§ **Problem to solve**: Output all of the data exactly, keeping any images out of the copy.

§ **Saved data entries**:
#####

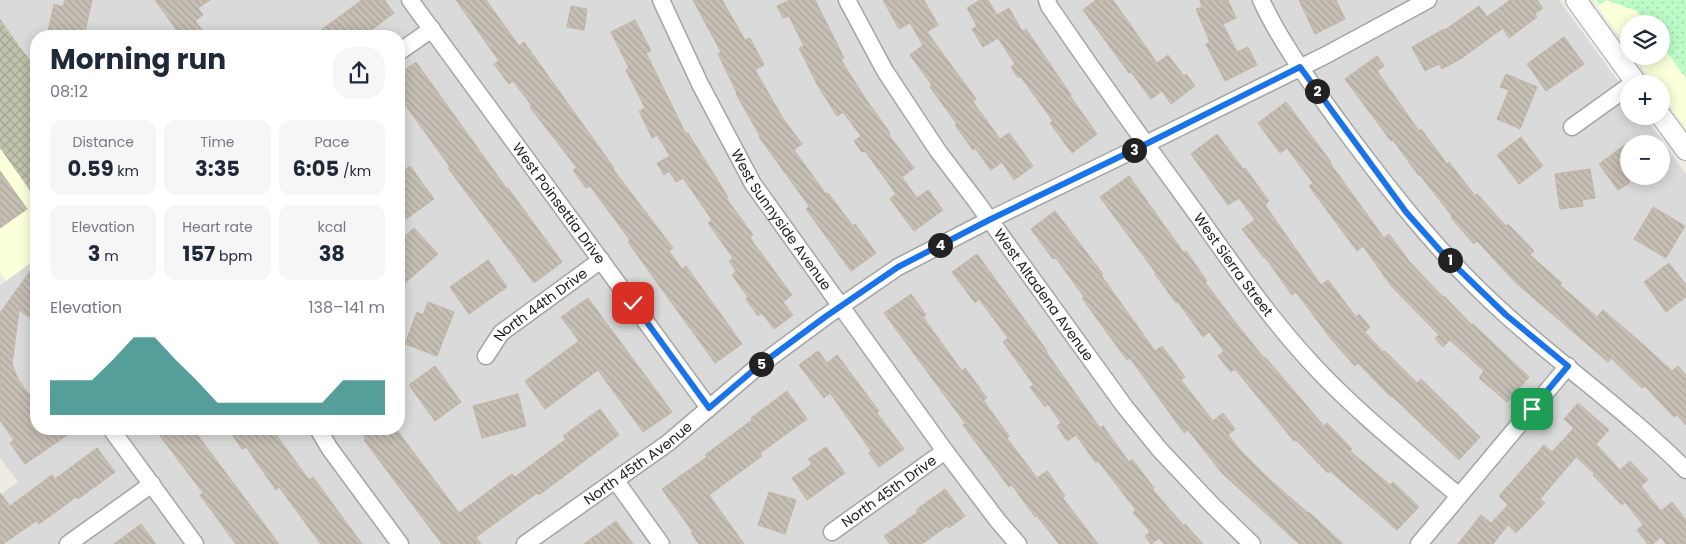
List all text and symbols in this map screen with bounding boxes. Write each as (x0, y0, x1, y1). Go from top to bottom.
map controls (1620, 15, 1670, 185)
button: layers (1620, 15, 1670, 65)
text: Morning run (50, 40, 226, 79)
button: share (333, 47, 385, 99)
button: + (1620, 75, 1670, 125)
pin: 2 (1304, 78, 1330, 104)
text: 08:12 (50, 80, 88, 103)
text: 2 (1314, 81, 1322, 101)
text: Distance (72, 132, 134, 152)
text: Time (200, 132, 235, 152)
text: Pace (314, 132, 349, 152)
button: − (1620, 135, 1670, 185)
street label: West Poinsettia Drive (508, 138, 610, 268)
pin: 3 (1122, 138, 1146, 162)
text: 3 (1130, 140, 1139, 160)
street label: West Sunnyside Avenue (726, 146, 836, 295)
text: 0.59 (67, 154, 114, 183)
text: 3:35 (195, 154, 240, 183)
text: 6:05 (292, 154, 339, 183)
text: km (114, 161, 139, 181)
text: /km (339, 161, 371, 181)
street label: West Sierra Street (1189, 209, 1278, 321)
text: Elevation (72, 217, 135, 237)
text: Heart rate (182, 217, 253, 237)
text: kcal (318, 217, 346, 237)
street label: West Altadena Avenue (989, 224, 1099, 365)
pin: 4 (928, 232, 952, 258)
text: 4 (936, 235, 945, 255)
text: 3 (88, 239, 100, 268)
text: 157 (183, 239, 215, 268)
text: 38 (319, 239, 345, 268)
text: m (100, 246, 119, 266)
text: bpm (215, 246, 252, 266)
pin: 1 (1438, 248, 1462, 272)
text: 1 (1448, 250, 1453, 270)
street label: North 44th Drive (488, 263, 592, 345)
pin (612, 282, 654, 324)
icon: check (619, 289, 647, 317)
text: Elevation (50, 296, 122, 319)
text: 138–141 m (308, 296, 385, 319)
pin: 5 (748, 352, 774, 376)
text: 5 (757, 354, 766, 374)
pin (1511, 388, 1553, 430)
icon: arrive (1518, 395, 1546, 423)
street label: North 45th Avenue (580, 416, 697, 509)
street label: North 45th Drive (837, 450, 941, 532)

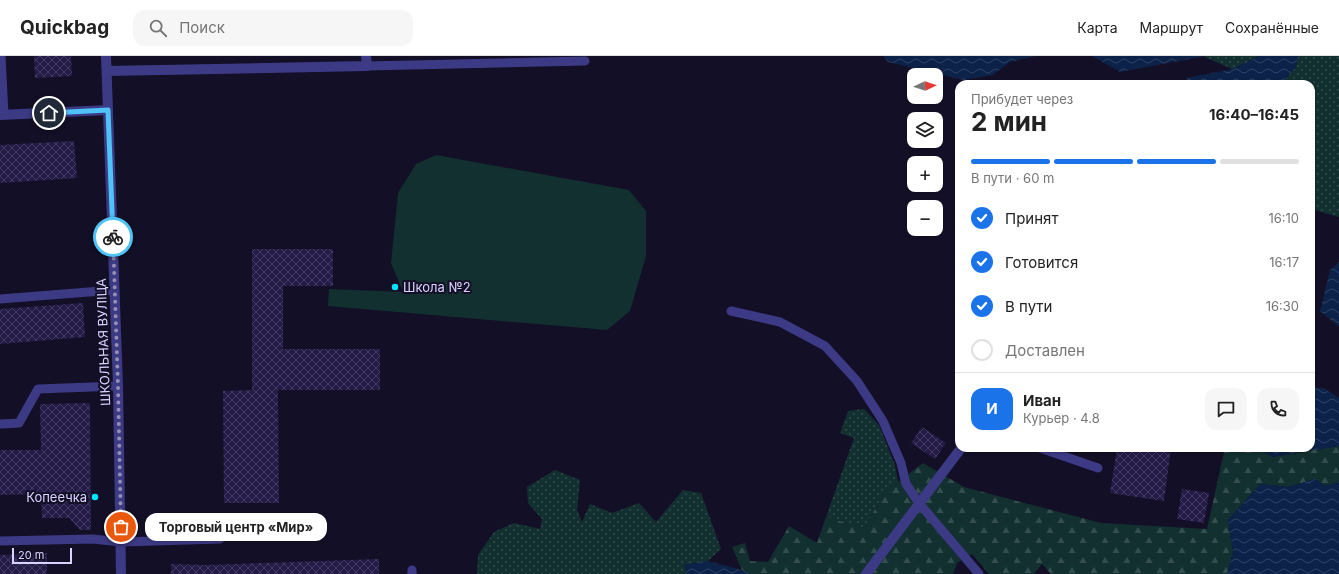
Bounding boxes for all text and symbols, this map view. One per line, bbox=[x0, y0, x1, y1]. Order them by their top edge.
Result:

#####

§ **Solution to this exercise**:
List all text and symbols in this map screen with bounding boxes. Write each as (x0, y0, x1, y1). Go from top to bottom.
map controls (1620, 15, 1670, 185)
button: layers (1620, 15, 1670, 65)
text: Morning run (50, 40, 226, 79)
button: share (333, 47, 385, 99)
button: + (1620, 75, 1670, 125)
pin: 2 (1304, 78, 1330, 104)
text: 08:12 (50, 80, 88, 103)
text: 2 (1314, 81, 1322, 101)
text: Distance (72, 132, 134, 152)
text: Time (200, 132, 235, 152)
text: Pace (314, 132, 349, 152)
button: − (1620, 135, 1670, 185)
street label: West Poinsettia Drive (508, 138, 610, 268)
pin: 3 (1122, 138, 1146, 162)
text: 3 (1130, 140, 1139, 160)
street label: West Sunnyside Avenue (726, 146, 836, 295)
text: 0.59 (67, 154, 114, 183)
text: 3:35 (195, 154, 240, 183)
text: 6:05 (292, 154, 339, 183)
text: km (114, 161, 139, 181)
text: /km (339, 161, 371, 181)
street label: West Sierra Street (1189, 209, 1278, 321)
text: Elevation (72, 217, 135, 237)
text: Heart rate (182, 217, 253, 237)
text: kcal (318, 217, 346, 237)
street label: West Altadena Avenue (989, 224, 1099, 365)
pin: 4 (928, 232, 952, 258)
text: 4 (936, 235, 945, 255)
text: 3 (88, 239, 100, 268)
text: 157 (183, 239, 215, 268)
text: 38 (319, 239, 345, 268)
text: m (100, 246, 119, 266)
text: bpm (215, 246, 252, 266)
pin: 1 (1438, 248, 1462, 272)
text: 1 (1448, 250, 1453, 270)
street label: North 44th Drive (488, 263, 592, 345)
pin (612, 282, 654, 324)
icon: check (619, 289, 647, 317)
text: Elevation (50, 296, 122, 319)
text: 138–141 m (308, 296, 385, 319)
pin: 5 (748, 352, 774, 376)
text: 5 (757, 354, 766, 374)
pin (1511, 388, 1553, 430)
icon: arrive (1518, 395, 1546, 423)
street label: North 45th Avenue (580, 416, 697, 509)
street label: North 45th Drive (837, 450, 941, 532)

Bounding boxes for all text and symbols, this map view. One per line, bbox=[x0, y0, x1, y1]. Order them by their top edge.
Result:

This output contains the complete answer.